As we await Nigeria's Q3 2019 GDP report, we expect the combined effects of increasing crude oil production and improving purchasing managers indices to push up Q3 2019 GDP growth rate slightly higher than the level recorded in Q2 2019. Inflationary pressures resulting from higher commodity prices which began in August, the middle of the 3rd quarter, due to the border closure could dampen Q3 2019 GDP growth. However, we expect the recent extension of the border closure beyond Q4 2019 coupled with the effect of increased yuletide purchases to push up inflation significantly, as already seen in September 2019.

 

Despite the negative effects of the border closure on prices and inflation, the PMI indices are expected to increase at a faster pace in the coming months as demand for locally produced goods and services increases and prices equally increase driven by supply side challenges as local production struggles to meet demand. 

 

In the fixed income space, we expect the bullish trend in the bond market to persist in the coming months as investors seek higher yielding instruments as they are now ineligible to participate at OMO auctions. Given the significant impact of this policy on the fixed income market, we would not be surprised if the policy directive is tweaked to ensure better liquidity in the treasury bills market.

 

We expect the Naira to maintain its value relative to the US Dollar in the near to medium term as the CBN remains keen on maintaining the naira at current levels.
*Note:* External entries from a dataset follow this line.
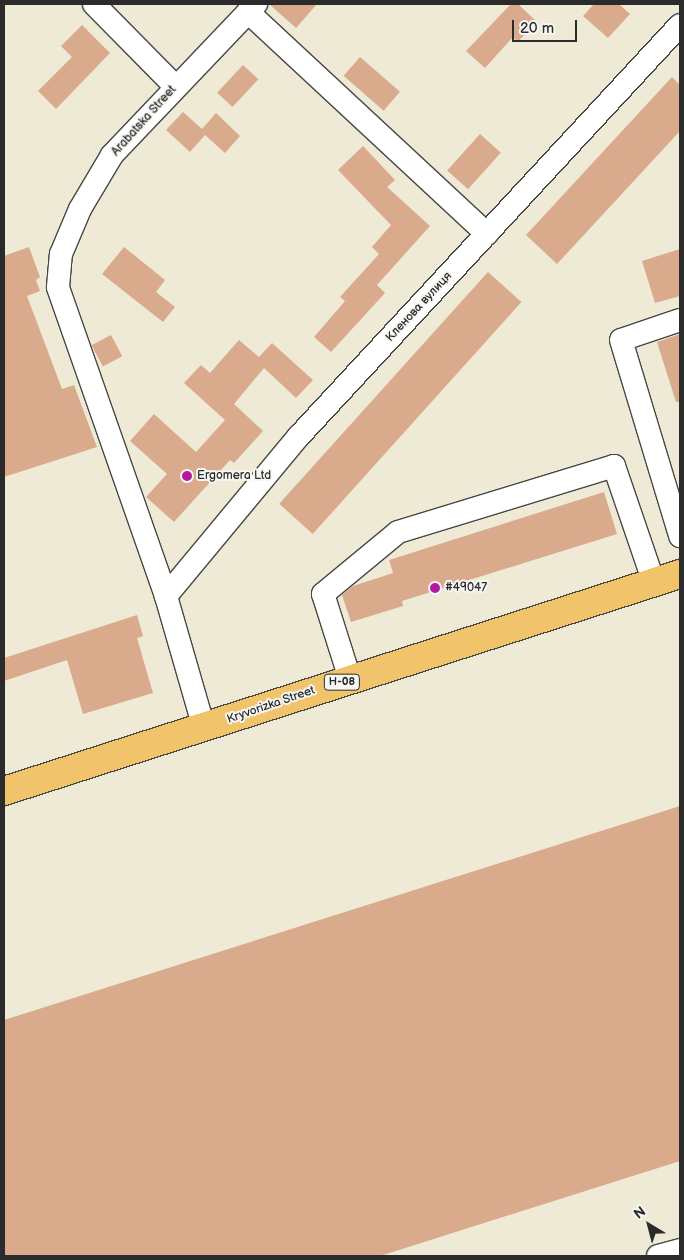 <!DOCTYPE html>
<meta charset="utf-8">
<style>
body{margin:0}
#map{position:relative;width:684px;height:1260px;overflow:hidden;background:#eeead5;font-family:"Balsamiq Sans",sans-serif}
div>[style]{position:absolute}
.building>*{inset:0;background:#daaa8d;transform-origin:0 0}
.roads{filter:drop-shadow(1px 0 #484844) drop-shadow(-1px 0 #484844) drop-shadow(0 1px #484844) drop-shadow(0 -1px #484844)}
.minor>*{height:22px;margin:-11px;padding:0 11px;transform-origin:11px;border-radius:11px;background:#fff}
.major>*{height:28px;margin:-14px;padding:0 14px;transform-origin:14px;border-radius:14px;background:#f1c36a}
.dots>*{width:14px;height:14px;translate:-50% -50%;box-sizing:border-box;border:2px solid #f6f6f2;border-radius:50%}
span{translate:-50% -50%;white-space:nowrap;text-align:center;line-height:1.15;-webkit-text-stroke:4px #f6f6f2;paint-order:stroke}
.shield-label span{padding:1px 4px;background:#f6f6f2;border:1px solid;border-radius:4px;-webkit-text-stroke-width:0}
.shield-label{font-size:11px;color:#2b2b2b;font-weight:700}
.street-label{font-size:12px;color:#2b2b2b}
.poi-label{font-size:12px;color:#2b2b2b}
.left{translate:0 -50%;text-align:left}
.frame{position:absolute;inset:0;border:5px solid #2b2b2b;pointer-events:none}
.north{position:absolute;left:624px;top:1200px;width:50px;height:50px;-webkit-text-stroke:4px #f6f6f2;paint-order:stroke;rotate:323deg;font-size:14px;font-weight:700;line-height:20px;text-align:center;color:#2b2b2b}
.north::after{content:'';display:block;margin:auto;width:18px;height:22px;background:#2b2b2b;clip-path:polygon(50% 0,100% 100%,50% 72%,0 100%)}
.scale{position:absolute;left:512px;top:20px;width:65px;height:22px;box-sizing:border-box;border:2px solid #2b2b2b;border-top:0;padding-left:6px;font-size:15px;line-height:18px;white-space:nowrap;color:#2b2b2b;-webkit-text-stroke:4px #f6f6f2;paint-order:stroke}
</style>
<div id="map">
<div class="building">
<div style="clip-path:polygon(269px 4px,317px 4px,296px 28px)"></div>
<div style="clip-path:polygon(511px 4px,518px 4px,536px 21px,518px 42px,513px 37px,485px 68px,466px 51px)"></div>
<div style="clip-path:polygon(594px 4px,619px 4px,630px 14px,608px 38px,583px 16px)"></div>
<div style="clip-path:polygon(82px 25px,110px 53px,56px 109px,38px 91px,72px 57px,61px 46px)"></div>
<div style="left:360px;top:57px;width:53px;height:25px;rotate:41deg"></div>
<div style="left:243px;top:65px;width:21px;height:38px;rotate:43deg"></div>
<div style="clip-path:polygon(672px 77px,680px 85px,680px 131px,557px 264px,526px 235px)"></div>
<div style="clip-path:polygon(183px 112px,202px 129px,216px 113px,240px 136px,225px 153px,205px 135px,190px 152px,166px 130px)"></div>
<div style="left:480px;top:134px;width:28px;height:49px;rotate:42deg"></div>
<div style="clip-path:polygon(363px 146px,395px 180px,387px 187px,430px 226px,377px 285px,385px 293px,331px 352px,314px 337px,345px 301px,340px 297px,379px 254px,372px 247px,391px 225px,338px 170px)"></div>
<div style="clip-path:polygon(29px 247px,40px 277px,36px 280px,40px 291px,27px 296px,62px 389px,74px 385px,97px 447px,4px 477px,4px 256px)"></div>
<div style="clip-path:polygon(124px 247px,165px 280px,156px 292px,175px 307px,163px 322px,102px 274px)"></div>
<div style="clip-path:polygon(680px 249px,680px 296px,655px 303px,642px 261px)"></div>
<div style="left:488px;top:272px;width:45px;height:312px;rotate:42deg"></div>
<div style="clip-path:polygon(680px 334px,680px 402px,676px 402px,657px 342px)"></div>
<div style="left:111px;top:335px;width:24px;height:22px;rotate:62deg"></div>
<div style="clip-path:polygon(239px 340px,259px 357px,272px 343px,313px 380px,296px 398px,264px 368px,234px 404px,263px 431px,234px 463px,230px 460px,174px 522px,146px 497px,167px 474px,130px 441px,154px 414px,196px 452px,225px 420px,184px 383px,201px 365px,210px 373px)"></div>
<div style="clip-path:polygon(604px 492px,617px 534px,402px 601px,403px 606px,351px 622px,342px 595px,353px 586px,393px 573px,389px 560px)"></div>
<div style="clip-path:polygon(137px 615px,143px 636px,137px 638px,153px 693px,83px 714px,67px 660px,4px 681px,4px 658px)"></div>
<div style="clip-path:polygon(680px 806px,680px 1161px,380px 1256px,4px 1256px,4px 1020px)"></div>
</div>
<div class="roads">
<div class="minor">
<div style="left:94px;top:4px;width:115px;rotate:45.4deg"></div>
<div style="left:248px;top:12px;width:326px;rotate:42.9deg"></div>
<div style="left:680px;top:320px;width:62px;rotate:161.3deg"></div>
<div style="left:621px;top:340px;width:205px;rotate:73.2deg"></div>
<div style="left:166px;top:596px;width:208px;rotate:-50.3deg"></div>
<div style="left:299px;top:436px;width:560px;rotate:-47.17deg"></div>
<div style="left:350px;top:679px;width:89px;rotate:-107.6deg"></div>
<div style="left:323px;top:594px;width:97px;rotate:-39.6deg"></div>
<div style="left:398px;top:532px;width:226px;rotate:-17deg"></div>
<div style="left:614px;top:466px;width:124px;rotate:71.1deg"></div>
<div style="left:204px;top:728px;width:137px;rotate:-106.1deg"></div>
<div style="left:166px;top:596px;width:327px;rotate:-109.3deg"></div>
<div style="left:58px;top:287px;width:33px;rotate:-85deg"></div>
<div style="left:61px;top:254px;width:49px;rotate:-67.1deg"></div>
<div style="left:80px;top:209px;width:63px;rotate:-59.3deg"></div>
<div style="left:112px;top:155px;width:209px;rotate:-46.4deg"></div>
<div style="left:658px;top:1256px;width:23px;rotate:-15deg"></div>
</div>
<div class="major">
<div style="left:4px;top:791px;width:710px;rotate:-17.8deg"></div>
</div>
</div>
<div class="dots">
<div style="left:187px;top:476px;background:#b5179e"></div>
<div style="left:435px;top:588px;background:#b5179e"></div>
</div>
<div class="shield-label">
<span style="left:342px;top:682px">Н-08</span>
</div>
<div class="street-label">
<span style="left:144px;top:121px;rotate:-48deg">Arabatska Street</span>
<span style="left:419px;top:307px;rotate:-47deg">Кленова вулиця</span>
<span style="left:271px;top:705px;rotate:-19deg">Kryvorizka Street</span>
</div>
<div class="poi-label">
<span class="left" style="left:197px;top:476px">Ergomera Ltd</span>
<span class="left" style="left:445px;top:588px">#49047</span>
</div>
<div class="frame"></div>
<div class="north">N</div>
<div class="scale">20 m</div>
</div> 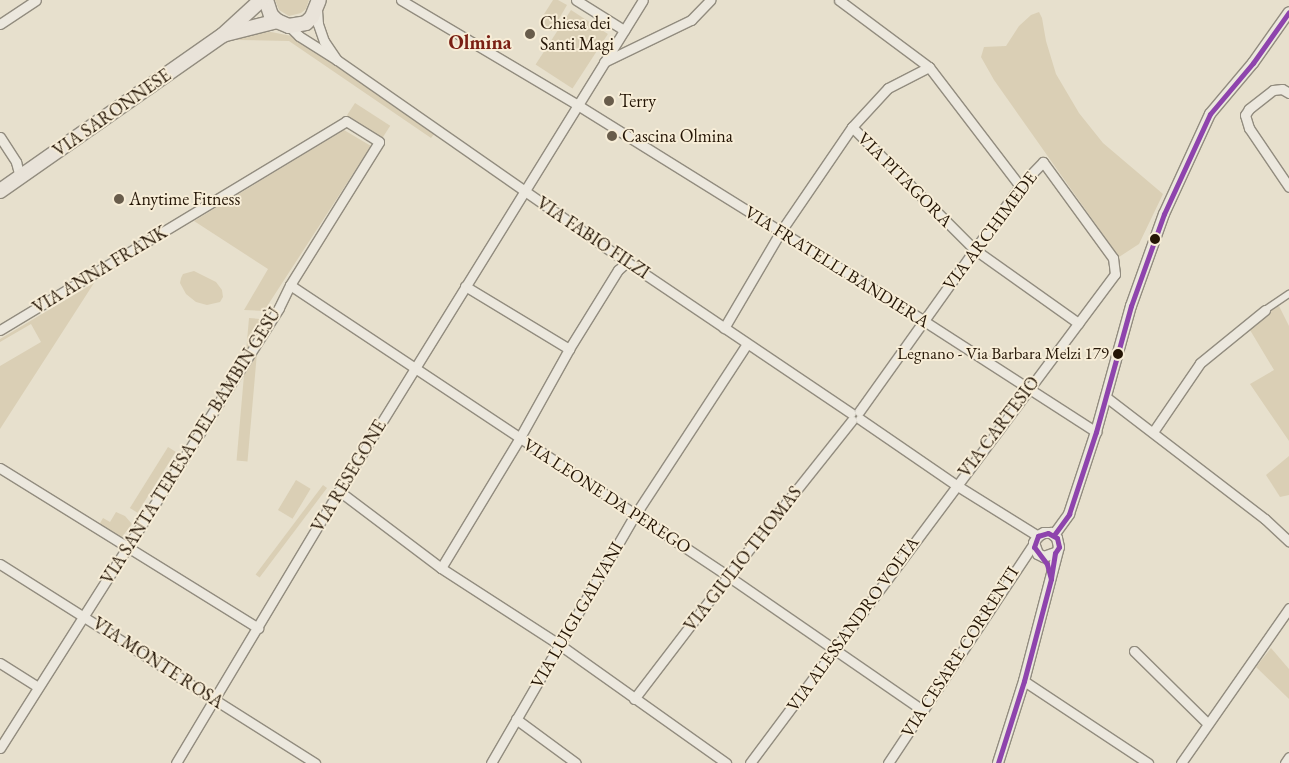 <!DOCTYPE html>
<html>
<head>
<meta charset="utf-8">
<style>
	body { margin:0 }
	#map { position:relative; width:1289px; height:763px; overflow:hidden; background:#e7e0cd; font-family:"EB Garamond",serif }
	div>[style] { position:absolute }
	[style*='--x'] { left:calc(var(--x)*1px); top:calc(var(--y)*1px); width:calc(var(--w)*1px); rotate:calc(var(--a)*1deg) }
	.green>* { inset:0; background:#dacfb5; transform-origin:0 0 }
	.roads { filter:drop-shadow(1px 0 #928c7f) drop-shadow(-1px 0 #928c7f) drop-shadow(0 1px #928c7f) drop-shadow(0 -1px #928c7f) }
	.pedestrian>* { height:6px; margin:-3px; padding:0 3px; transform-origin:3px; border-radius:3px; background:#ece8de }
	.minor>* { height:9px; margin:-4.5px; padding:0 4.5px; transform-origin:4.5px; border-radius:4.5px; background:#ece8de }
	.tertiary>* { height:10px; margin:-5px; padding:0 5px; transform-origin:5px; border-radius:5px; background:#ece8de }
	.primary>* { height:14px; margin:-7px; padding:0 7px; transform-origin:7px; border-radius:7px; background:#e9e3d9 }
	.bus-1>* { height:5px; margin:-2.5px; padding:0 2.5px; transform-origin:2.5px; border-radius:2.5px; background:#8e44ad }
	.dots>* { width:14px; height:14px; translate:-50% -50%; box-sizing:border-box; border:2px solid #f7edd7; border-radius:50% }
	span { translate:-50% -50%; white-space:nowrap; text-align:center; line-height:1.15; -webkit-text-stroke:4px #f7edd7; paint-order:stroke }
	.bus-label { font-size:17px; color:#241505 }
	.right { translate:-100% -50%; text-align:right }
	.poi-label { font-size:18px; color:#241505 }
	.left { translate:0 -50%; text-align:left }
	.street-label { font-size:18px; color:#241505 }
	.quarter-label { font-size:20px; color:#7a1f14; font-weight:700 }
</style>
</head>
<body>
<div id="map">
	<div class="green">
		<div style="clip-path:polygon(275px 0,309px 0,306px 9px,301px 13px,289px 16px,279px 10px)"></div>
		<div style="clip-path:polygon(553px 0,558px 0,567px 5px,552px 31px,539px 22px)"></div>
		<div style="left:571px;top:10px;width:44px;height:65px;rotate:33deg"></div>
		<div style="clip-path:polygon(1039px 12px,1042px 18px,1046px 41px,1056px 74px,1079px 113px,1103px 143px,1163px 194px,1139px 244px,1119px 257px,994px 80px,981px 57px,984px 47px,1006px 46px,1019px 26px,1031px 15px)"></div>
		<div style="clip-path:polygon(271px 32px,292px 36px,435px 133px,431px 138px,289px 41px,237px 40px,246px 33px)"></div>
		<div style="left:355px;top:103px;width:42px;height:15px;rotate:33deg"></div>
		<div style="clip-path:polygon(344px 130px,371px 146px,264px 311px,244px 310px,268px 269px,194px 221px)"></div>
		<div style="clip-path:polygon(194px 271px,216px 282px,222px 290px,223px 297px,220px 302px,207px 305px,196px 302px,186px 294px,180px 283px,181px 278px,183px 274px)"></div>
		<div style="clip-path:polygon(94px 283px,0 429px,0 366px,41px 342px,31px 324px,0 342px,0 339px)"></div>
		<div style="clip-path:polygon(1278px 304px,1289px 326px,1289px 441px,1250px 384px,1274px 370px,1247px 325px)"></div>
		<div style="left:249px;top:318px;width:11px;height:143px;rotate:5deg"></div>
		<div style="left:168px;top:447px;width:9px;height:72px;rotate:32deg"></div>
		<div style="clip-path:polygon(1289px 456px,1289px 495px,1280px 497px,1266px 475px)"></div>
		<div style="left:296px;top:480px;width:17px;height:35px;rotate:31deg"></div>
		<div style="left:323px;top:485px;width:5px;height:112px;rotate:37deg"></div>
		<div style="clip-path:polygon(116px 512px,125px 516px,132px 524px,122px 537px,118px 537px,99px 525px,103px 518px,110px 522px)"></div>
		<div style="clip-path:polygon(1271px 648px,1289px 669px,1289px 699px,1256px 667px)"></div>
	</div>
	<div class="roads">
		<div class="pedestrian">
			<div style="--x:1265;--y:310;--w:29;--a:-34"></div>
		</div>
		<div class="minor">
			<div style="--x:401;--y:0;--w:204;--a:30.7"></div>
			<div style="--x:576;--y:104;--w:410;--a:31.9"></div>
			<div style="--x:924;--y:321;--w:205;--a:32.8"></div>
			<div style="--x:576;--y:0;--w:57;--a:32"></div>
			<div style="--x:839;--y:0;--w:112;--a:36.7"></div>
			<div style="--x:929;--y:67;--w:150;--a:52.6"></div>
			<div style="--x:317;--y:10;--w:14;--a:86"></div>
			<div style="--x:318;--y:24;--w:18;--a:71"></div>
			<div style="--x:324;--y:41;--w:23;--a:56"></div>
			<div style="--x:0;--y:24;--w:43;--a:-33.7"></div>
			<div style="--x:289;--y:26;--w:14;--a:45"></div>
			<div style="--x:299;--y:36;--w:45;--a:32.3"></div>
			<div style="--x:337;--y:60;--w:353;--a:34.9"></div>
			<div style="--x:627;--y:262;--w:270;--a:34"></div>
			<div style="--x:604;--y:62;--w:97;--a:-25.8"></div>
			<div style="--x:691;--y:20;--w:28;--a:-46"></div>
			<div style="--x:1289;--y:93;--w:8;--a:-150"></div>
			<div style="--x:1282;--y:89;--w:9;--a:174"></div>
			<div style="--x:1273;--y:90;--w:31;--a:142"></div>
			<div style="--x:1249;--y:109;--w:7;--a:124"></div>
			<div style="--x:1245;--y:115;--w:14;--a:73"></div>
			<div style="--x:1249;--y:128;--w:71;--a:55.9"></div>
			<div style="--x:852;--y:127;--w:173;--a:45"></div>
			<div style="--x:974;--y:249;--w:128;--a:35.4"></div>
			<div style="--x:0;--y:137;--w:30;--a:57"></div>
			<div style="--x:16;--y:162;--w:16;--a:75"></div>
			<div style="--x:290;--y:285;--w:526;--a:33.6"></div>
			<div style="--x:728;--y:576;--w:236;--a:34.6"></div>
			<div style="--x:465;--y:286;--w:122;--a:31.2"></div>
			<div style="--x:724;--y:328;--w:113;--a:-59.6"></div>
			<div style="--x:781;--y:231;--w:126;--a:-55.7"></div>
			<div style="--x:852;--y:127;--w:53;--a:-47.3"></div>
			<div style="--x:888;--y:88;--w:46;--a:-27.1"></div>
			<div style="--x:0;--y:330;--w:404;--a:-31.1"></div>
			<div style="--x:346;--y:121;--w:39;--a:32"></div>
			<div style="--x:379;--y:142;--w:168;--a:121.9"></div>
			<div style="--x:290;--y:285;--w:25;--a:116"></div>
			<div style="--x:279;--y:308;--w:521;--a:122.38"></div>
			<div style="--x:1106;--y:397;--w:200;--a:37.5"></div>
			<div style="--x:1265;--y:519;--w:33;--a:43"></div>
			<div style="--x:860;--y:419;--w:116;--a:34.5"></div>
			<div style="--x:956;--y:485;--w:97;--a:31.9"></div>
			<div style="--x:1153;--y:432;--w:83;--a:-55.7"></div>
			<div style="--x:1200;--y:363;--w:84;--a:-39.2"></div>
			<div style="--x:0;--y:468;--w:304;--a:31.8"></div>
			<div style="--x:339;--y:491;--w:128;--a:37"></div>
			<div style="--x:441;--y:568;--w:142;--a:32.9"></div>
			<div style="--x:560;--y:645;--w:204;--a:35.4"></div>
			<div style="--x:0;--y:564;--w:373;--a:32.3"></div>
			<div style="--x:441;--y:568;--w:151;--a:-58.8"></div>
			<div style="--x:519;--y:439;--w:103;--a:-60.9"></div>
			<div style="--x:569;--y:349;--w:93;--a:-58.2"></div>
			<div style="--x:618;--y:270;--w:12;--a:-42"></div>
			<div style="--x:1134;--y:651;--w:103;--a:44.6"></div>
			<div style="--x:0;--y:663;--w:45;--a:32.3"></div>
			<div style="--x:1024;--y:681;--w:149;--a:33.5"></div>
			<div style="--x:634;--y:699;--w:155;--a:-52.6"></div>
			<div style="--x:728;--y:576;--w:199;--a:-51.5"></div>
			<div style="--x:516;--y:719;--w:74;--a:36.3"></div>
			<div style="--x:176;--y:763;--w:317;--a:-59.1"></div>
			<div style="--x:339;--y:491;--w:577;--a:-58.24"></div>
			<div style="--x:491;--y:763;--w:287;--a:-59.9"></div>
			<div style="--x:635;--y:515;--w:204;--a:-56.8"></div>
			<div style="--x:750;--y:763;--w:610;--a:-53.26"></div>
			<div style="--x:1115;--y:274;--w:16;--a:-97"></div>
			<div style="--x:1113;--y:258;--w:119;--a:-126.1"></div>
			<div style="--x:1043;--y:162;--w:33;--a:134"></div>
			<div style="--x:1020;--y:186;--w:277;--a:125.5"></div>
			<div style="--x:888;--y:763;--w:264;--a:-56.4"></div>
			<div style="--x:1181;--y:763;--w:189;--a:-55.1"></div>
			<div style="--x:1285;--y:763;--w:7;--a:-56"></div>
		</div>
		<div class="tertiary">
			<div style="--x:1054;--y:535;--w:26;--a:-54"></div>
			<div style="--x:1069;--y:514;--w:86;--a:-71.8"></div>
			<div style="--x:1096;--y:432;--w:131;--a:-74.5"></div>
			<div style="--x:1131;--y:306;--w:98;--a:-70.3"></div>
			<div style="--x:1164;--y:214;--w:110;--a:-65.3"></div>
			<div style="--x:1210;--y:114;--w:67;--a:-49.9"></div>
			<div style="--x:1253;--y:63;--w:62;--a:-54.8"></div>
			<div style="--x:998;--y:763;--w:86;--a:-72.4"></div>
			<div style="--x:1024;--y:681;--w:138;--a:-75.4"></div>
			<div style="--x:1059;--y:547;--w:9;--a:-103"></div>
			<div style="--x:1057;--y:538;--w:8;--a:-140"></div>
			<div style="--x:1051;--y:533;--w:7;--a:180"></div>
			<div style="--x:1044;--y:533;--w:7;--a:153"></div>
			<div style="--x:1038;--y:536;--w:8;--a:120"></div>
			<div style="--x:1034;--y:543;--w:12;--a:70"></div>
			<div style="--x:1038;--y:554;--w:7;--a:27"></div>
			<div style="--x:1044;--y:557;--w:12;--a:-20"></div>
		</div>
		<div class="primary">
			<div style="--x:266;--y:0;--w:16;--a:72"></div>
			<div style="--x:271;--y:15;--w:8;--a:45"></div>
			<div style="--x:277;--y:21;--w:13;--a:23"></div>
			<div style="--x:289;--y:26;--w:17;--a:-10"></div>
			<div style="--x:306;--y:23;--w:8;--a:-45"></div>
			<div style="--x:312;--y:17;--w:18;--a:-68"></div>
			<div style="--x:226;--y:34;--w:53;--a:-14.3"></div>
			<div style="--x:0;--y:191;--w:272;--a:-35"></div>
			<div style="--x:223;--y:35;--w:52;--a:-42.6"></div>
		</div>
	</div>
	<div class="bus-1">
		<div style="--x:1048;--y:533;--w:10;--a:29"></div>
		<div style="--x:1057;--y:538;--w:9;--a:77"></div>
		<div style="--x:1059;--y:547;--w:7;--a:124"></div>
		<div style="--x:1055;--y:553;--w:26;--a:99"></div>
		<div style="--x:1051;--y:579;--w:16;--a:-105"></div>
		<div style="--x:1047;--y:564;--w:21;--a:-127"></div>
		<div style="--x:1034;--y:547;--w:12;--a:-70"></div>
		<div style="--x:1038;--y:536;--w:10;--a:-17"></div>
		<div style="--x:1054;--y:535;--w:26;--a:-54"></div>
		<div style="--x:1069;--y:514;--w:86;--a:-71.8"></div>
		<div style="--x:1096;--y:432;--w:131;--a:-74.5"></div>
		<div style="--x:1131;--y:306;--w:98;--a:-70.3"></div>
		<div style="--x:1164;--y:214;--w:110;--a:-65.3"></div>
		<div style="--x:1210;--y:114;--w:67;--a:-49.9"></div>
		<div style="--x:1253;--y:63;--w:62;--a:-54.8"></div>
		<div style="--x:998;--y:763;--w:86;--a:-72.4"></div>
		<div style="--x:1024;--y:681;--w:106;--a:-75.2"></div>
	</div>
	<div class="dots">
		<div style="left:530px;top:34px;background:#685c4b"></div>
		<div style="left:609px;top:101px;background:#685c4b"></div>
		<div style="left:612px;top:136px;background:#685c4b"></div>
		<div style="left:119px;top:199px;background:#685c4b"></div>
		<div style="left:1155px;top:239px;background:#241505"></div>
		<div style="left:1118px;top:354px;background:#241505"></div>
	</div>
	<div class="bus-label">
		<span class="right" style="left:1109px;top:354px">Legnano - Via Barbara Melzi 179</span>
	</div>
	<div class="poi-label">
		<span class="left" style="left:540px;top:34px">Chiesa dei<br>Santi Magi</span>
		<span class="left" style="left:619px;top:101px">Terry</span>
		<span class="left" style="left:622px;top:136px">Cascina Olmina</span>
		<span class="left" style="left:129px;top:199px">Anytime Fitness</span>
	</div>
	<div class="street-label">
		<span style="left:112px;top:113px;rotate:-35deg">VIA SARONNESE</span>
		<span style="left:905px;top:180px;rotate:45deg">VIA PITAGORA</span>
		<span style="left:990px;top:231px;rotate:-53deg">VIA ARCHIMEDE</span>
		<span style="left:593px;top:238px;rotate:34deg">VIA FABIO FILZI</span>
		<span style="left:837px;top:267px;rotate:32deg">VIA FRATELLI BANDIERA</span>
		<span style="left:100px;top:270px;rotate:-31deg">VIA ANNA FRANK</span>
		<span style="left:999px;top:427px;rotate:-53deg">VIA CARTESIO</span>
		<span style="left:191px;top:446px;rotate:-58deg">VIA SANTA TERESA DEL BAMBIN GESÙ</span>
		<span style="left:349px;top:476px;rotate:-59deg">VIA RESEGONE</span>
		<span style="left:607px;top:496px;rotate:33deg">VIA LEONE DA PEREGO</span>
		<span style="left:743px;top:559px;rotate:-52deg">VIA GIULIO THOMAS</span>
		<span style="left:577px;top:615px;rotate:-60deg">VIA LUIGI GALVANI</span>
		<span style="left:853px;top:624px;rotate:-54deg">VIA ALESSANDRO VOLTA</span>
		<span style="left:960px;top:652px;rotate:-57deg">VIA CESARE CORRENTI</span>
		<span style="left:158px;top:663px;rotate:33deg">VIA MONTE ROSA</span>
	</div>
	<div class="quarter-label">
		<span style="left:480px;top:42px">Olmina</span>
	</div>
</div>
</body>
</html>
While the continuous decline of the foreign exchange reserves remains an issue, it stays at the upper band of the $35 to $40 billion range which we consider sustainable. At the lower end of this range, we expect panic to set in.

 

We anticipate that the recent policies of the CBN may result in increased flows into equities by local Pension Fund Administrators and asset management companies in the near to medium term as they struggle to find alternative investment outlets to deploy their investible funds. However, we expect this to be done over time and not aggressively. In addition to that, we might see some positive sentiments filter in as more Q3 2019 earnings reports are released. The MSCI (Morgan Stanley Capital International) semi-annual review which should be out anytime now could equally shape the actions of offshore index trackers in the coming months.